- **Try it**
Each line in the data holding "setLineDash" should be listed.

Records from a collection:
-- -- --
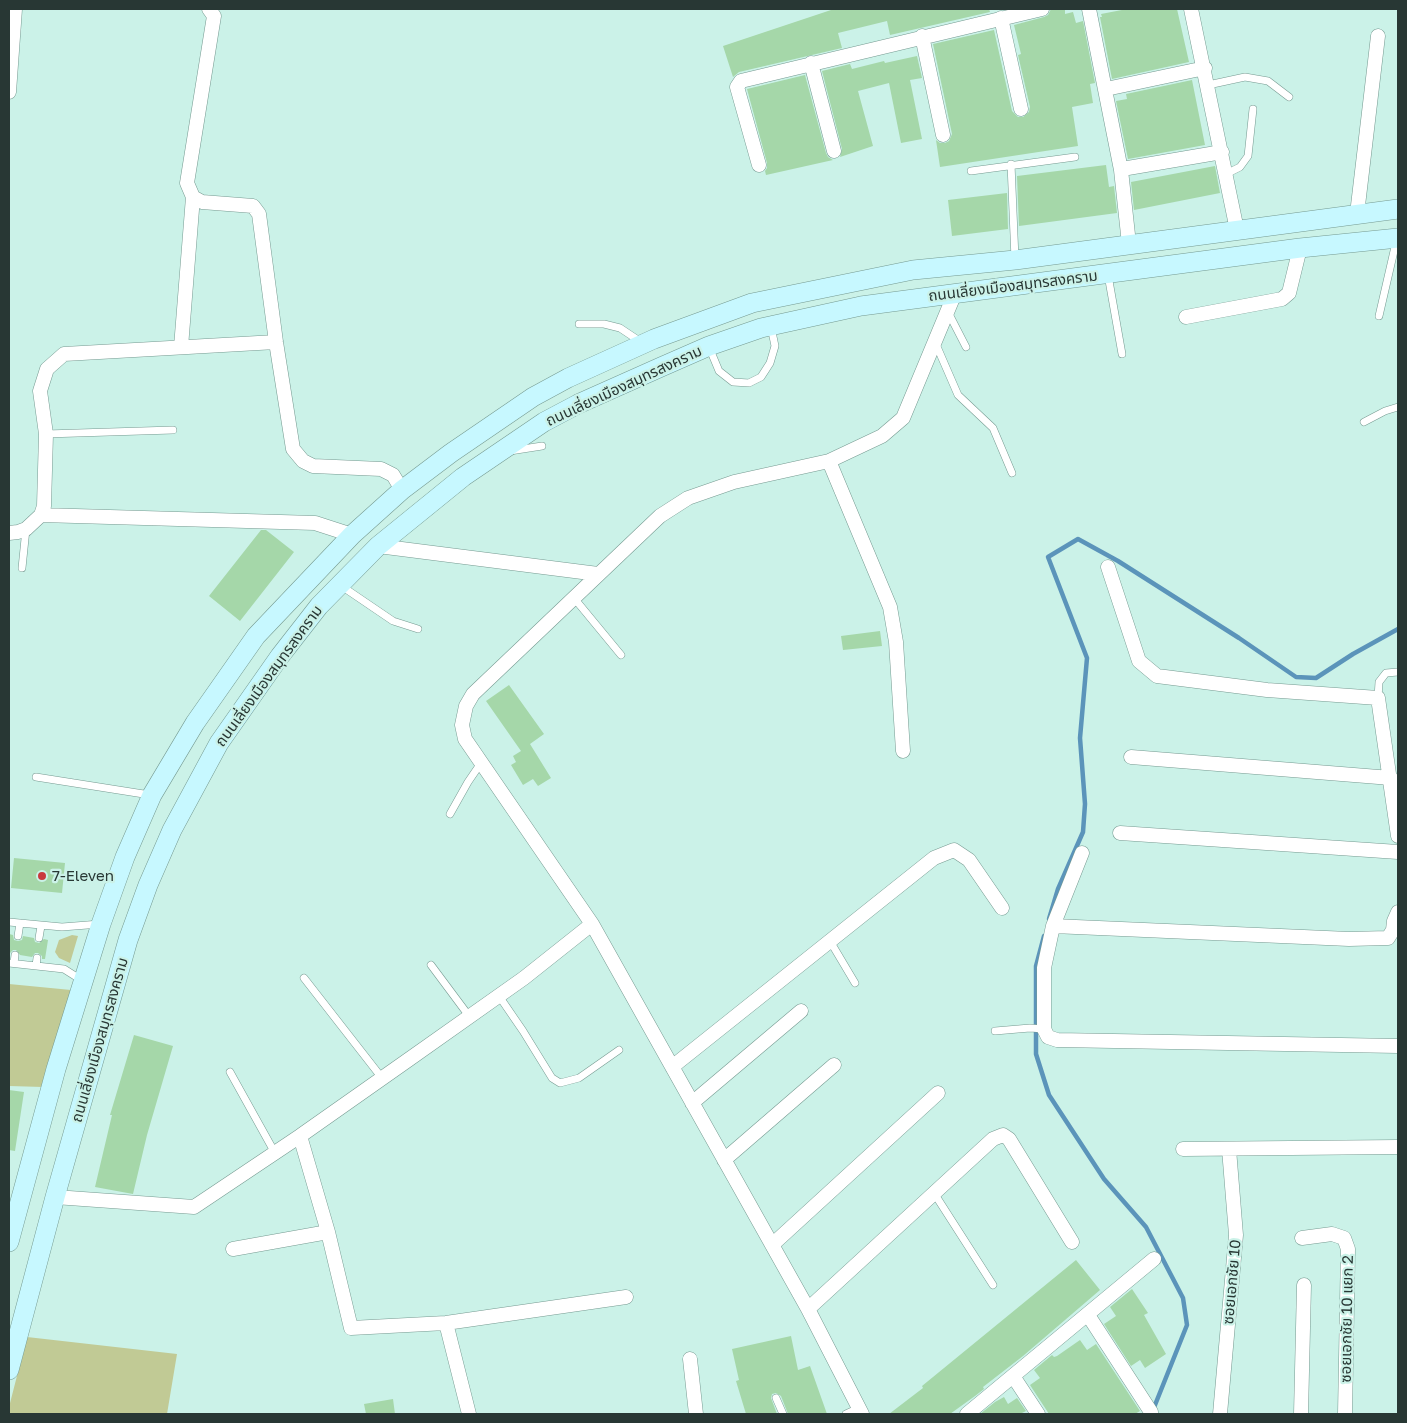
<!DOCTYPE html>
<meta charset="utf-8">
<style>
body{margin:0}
#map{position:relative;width:1407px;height:1423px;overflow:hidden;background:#cbf2e8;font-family:"Golos Text",sans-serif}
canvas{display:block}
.frame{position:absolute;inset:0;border:10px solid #283734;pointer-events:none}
</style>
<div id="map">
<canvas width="1407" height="1423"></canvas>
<div class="frame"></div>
</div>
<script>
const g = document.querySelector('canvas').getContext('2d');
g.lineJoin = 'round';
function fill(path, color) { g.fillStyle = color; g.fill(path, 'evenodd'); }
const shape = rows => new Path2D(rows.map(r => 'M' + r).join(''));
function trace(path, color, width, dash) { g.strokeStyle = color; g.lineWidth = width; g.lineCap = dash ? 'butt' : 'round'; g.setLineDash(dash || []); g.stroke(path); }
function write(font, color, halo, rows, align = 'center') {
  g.font = font + ' "Golos Text","Noto Sans Thai",sans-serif'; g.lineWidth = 4.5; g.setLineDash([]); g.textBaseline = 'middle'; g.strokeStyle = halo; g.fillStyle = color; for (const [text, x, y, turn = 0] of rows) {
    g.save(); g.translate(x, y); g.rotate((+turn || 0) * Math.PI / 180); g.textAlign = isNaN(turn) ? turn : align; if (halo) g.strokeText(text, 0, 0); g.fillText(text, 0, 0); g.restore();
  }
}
fill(shape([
 [72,935,78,936,70,963,59,958,55,952,59,940],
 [9,984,71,990,43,1087,9,1086],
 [27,1337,177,1354,167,1414,9,1414,9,1407]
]), '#c1ca95');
trace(shape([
 [1049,919,1058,889,1083,832,1085,804,1080,738,1087,658,1048,557,1078,539,1118,561,1239,638,1296,677,1316,678,1353,654,1398,629],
 [1044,936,1036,966,1036,1054,1049,1095,1104,1179,1146,1227,1183,1298,1187,1325,1153,1410]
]), '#5b94ba', 4.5);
fill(shape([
 [834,9,989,9,990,12,890,35,887,21,838,33,842,48,739,72,733,77,723,46],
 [1051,9,1065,9,1065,14,1073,12,1076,23,1083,21,1095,83,1090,84,1093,103,1072,107,1078,146,940,167,936,140,940,143,945,143,949,141,952,134,933,44,994,30,1012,111,1018,117,1023,117,1029,112,1030,107,1018,55,1021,54,1014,25,1044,17,1048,15],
 [1127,9,1177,9,1189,62,1112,79,1100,17,1102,17,1101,14],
 [917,56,922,78,910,80,922,139,901,143,889,83,858,91,873,146,840,157,842,149,822,71,850,64,852,69,884,61,885,63],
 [805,75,826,153,828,157,833,160,766,175,765,171,767,168,767,163,747,89],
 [1192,80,1205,145,1128,159,1116,101,1127,99,1126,94],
 [1106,165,1109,187,1114,186,1117,213,1019,226,1017,176],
 [1215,166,1220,193,1134,210,1131,182],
 [1007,193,1008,229,952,236,948,200],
 [261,530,266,530,294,552,240,621,209,596],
 [880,631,882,646,843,650,841,636],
 [509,685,544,734,530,744,551,778,538,786,533,779,523,785,511,765,516,762,513,756,521,751,486,701],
 [14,858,65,863,62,893,11,888],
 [9,934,13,935,14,940,18,941,22,940,23,936,34,938,35,942,39,943,44,939,48,940,45,959,42,959,42,956,38,953,35,953,32,957,20,955,16,950,13,950,9,954],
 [134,1035,173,1046,147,1135,133,1194,95,1187,112,1115,110,1115],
 [9,1090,24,1092,15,1151,9,1150],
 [1076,1260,1100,1290,1023,1356,983,1387,984,1389,975,1396,950,1414,889,1414,923,1388,922,1386],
 [1132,1289,1148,1313,1144,1315,1166,1354,1145,1368,1140,1360,1131,1366,1104,1324,1116,1316,1110,1307],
 [791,1336,798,1370,810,1366,827,1414,788,1414,781,1396,776,1393,772,1394,771,1398,777,1414,746,1414,736,1381,739,1380,732,1349],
 [1080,1340,1087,1350,1096,1344,1140,1411,1135,1414,1049,1414,1030,1385,1040,1378,1034,1370,1052,1355,1054,1357,1057,1356],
 [1004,1397,1008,1404,1017,1398,1026,1411,1020,1414,980,1414,995,1402],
 [393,1399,395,1414,366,1414,364,1404]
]), '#a5d7a9');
const lane = shape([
 [1208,85,1245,77,1268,81,1289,97],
 [1011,164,1015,259],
 [971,171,1075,157],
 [1226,174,1240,167,1248,156,1253,109],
 [1108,275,1122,354],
 [948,312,966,347],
 [1379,316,1397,238],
 [579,324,604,324,620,328,641,342],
 [935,342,958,395,993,428,1012,473],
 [709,347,719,371,733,382,749,383,761,377,770,363,775,346,771,327],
 [1364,422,1385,411,1398,407],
 [46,434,173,430],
 [510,451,542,446],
 [22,568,26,529],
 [340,585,393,621,418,629],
 [574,598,621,655],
 [1378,698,1379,682,1386,673,1398,672],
 [36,777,150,795],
 [450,814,468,782,481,763],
 [9,922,62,927,100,924],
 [18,936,20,923],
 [39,938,41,926],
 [830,941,855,983],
 [9,963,64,969,83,981],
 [14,963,15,955],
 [431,965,469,1016],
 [36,966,37,958],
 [304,978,382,1078],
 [499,996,523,1031,552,1078,560,1083,579,1078,619,1050],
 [995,1031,1030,1028,1044,1029],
 [230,1072,275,1153],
 [934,1193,993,1285],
 [776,1398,783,1414],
 [846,1414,859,1408]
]);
const street = shape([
 [209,9,214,16,187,183,193,197,202,202,253,206,259,214,276,342,293,449,303,461,313,466,381,469,393,475,402,490],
 [1089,9,1121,170,1129,244],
 [1191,9,1237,230],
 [1001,18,1021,109],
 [922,36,943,135],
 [811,63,834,151],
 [1106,89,1205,68],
 [9,92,15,9],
 [759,165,737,87,741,81,1042,9],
 [1122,169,1222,152],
 [1357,214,1378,36],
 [1186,317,1282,299,1289,293,1300,248],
 [181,347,193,197],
 [829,461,890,607,896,642,903,751],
 [41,515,315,523,352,535],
 [9,533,18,532,26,529,41,515,44,506,46,434,40,391,47,369,64,354,276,342],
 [378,546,598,574],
 [1108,567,1139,661,1157,676,1267,690,1378,698,1398,836],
 [1131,757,1391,778],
 [1120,833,1398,852],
 [1082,853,1053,926,1044,968,1044,1029,1048,1037,1057,1040,1398,1046],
 [1053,926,1349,939,1388,938,1393,930,1394,921,1398,912],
 [672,1067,934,858,954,850,969,860,1002,908],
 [692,1103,801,1011],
 [300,1136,328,1232,351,1328,446,1323,626,1297],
 [1183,1149,1398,1147],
 [724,1160,834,1065],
 [55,1197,194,1207,300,1136,408,1060,524,978,592,924],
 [1302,1238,1332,1234,1344,1238,1348,1249,1345,1414],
 [772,1245,938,1093],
 [233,1249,328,1232],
 [808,1309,993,1139,1003,1135,1009,1139,1072,1242],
 [1088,1315,1151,1412],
 [446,1323,469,1414],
 [690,1359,696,1414],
 [1013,1376,1038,1414],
 [862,1414,808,1309,592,924,465,739,462,725,466,706,473,694,660,516,688,498,734,482,829,461,882,436,903,418,955,293],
 [967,1414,1154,1259],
 [1220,1414,1236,1235,1229,1149],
 [1301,1414,1304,1285]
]);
const secondary = shape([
 [9,1242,56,1069,101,924,125,857,152,795,195,723,256,636,352,535,402,490,451,453,533,397,568,378,654,339,752,303,913,270,1015,260,1398,209],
 [9,1370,55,1197,128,940,148,885,172,830,219,743,280,656,319,606,378,546,463,477,544,422,578,404,661,367,709,346,761,328,861,306,1300,248,1398,238]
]);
trace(lane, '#769a91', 8);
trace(street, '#769a91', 15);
trace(secondary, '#769a91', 20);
trace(lane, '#fff', 7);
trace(street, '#fff', 14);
trace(secondary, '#c7f8ff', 19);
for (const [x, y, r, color] of [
 [42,876,5,"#c9393e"]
]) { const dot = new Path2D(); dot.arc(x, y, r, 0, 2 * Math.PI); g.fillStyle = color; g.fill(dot); trace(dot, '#cbf2e8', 2); }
write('15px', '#283734', '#cbf2e8', [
 ["ถนนเลี่ยงเมืองสมุทรสงคราม",1013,286,-7],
 ["ถนนเลี่ยงเมืองสมุทรสงคราม",624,386,-25],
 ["ถนนเลี่ยงเมืองสมุทรสงคราม",269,676,-54],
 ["ถนนเลี่ยงเมืองสมุทรสงคราม",100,1040,-74],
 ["ซอยเอกชัย 10",1232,1282,-85],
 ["ซอยเอกชัย 10 แยก 2",1347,1319,-89]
]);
write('15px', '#283734', '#cbf2e8', [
 ["7-Eleven",52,876]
], 'left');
</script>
-- -- --
- **Your response**
function trace(path, color, width, dash) { g.strokeStyle = color; g.lineWidth = width; g.lineCap = dash ? 'butt' : 'round'; g.setLineDash(dash || []); g.stroke(path); }
  g.font = font + ' "Golos Text","Noto Sans Thai",sans-serif'; g.lineWidth = 4.5; g.setLineDash([]); g.textBaseline = 'middle'; g.strokeStyle = halo; g.fillStyle = color; for (const [text, x, y, turn = 0] of rows) {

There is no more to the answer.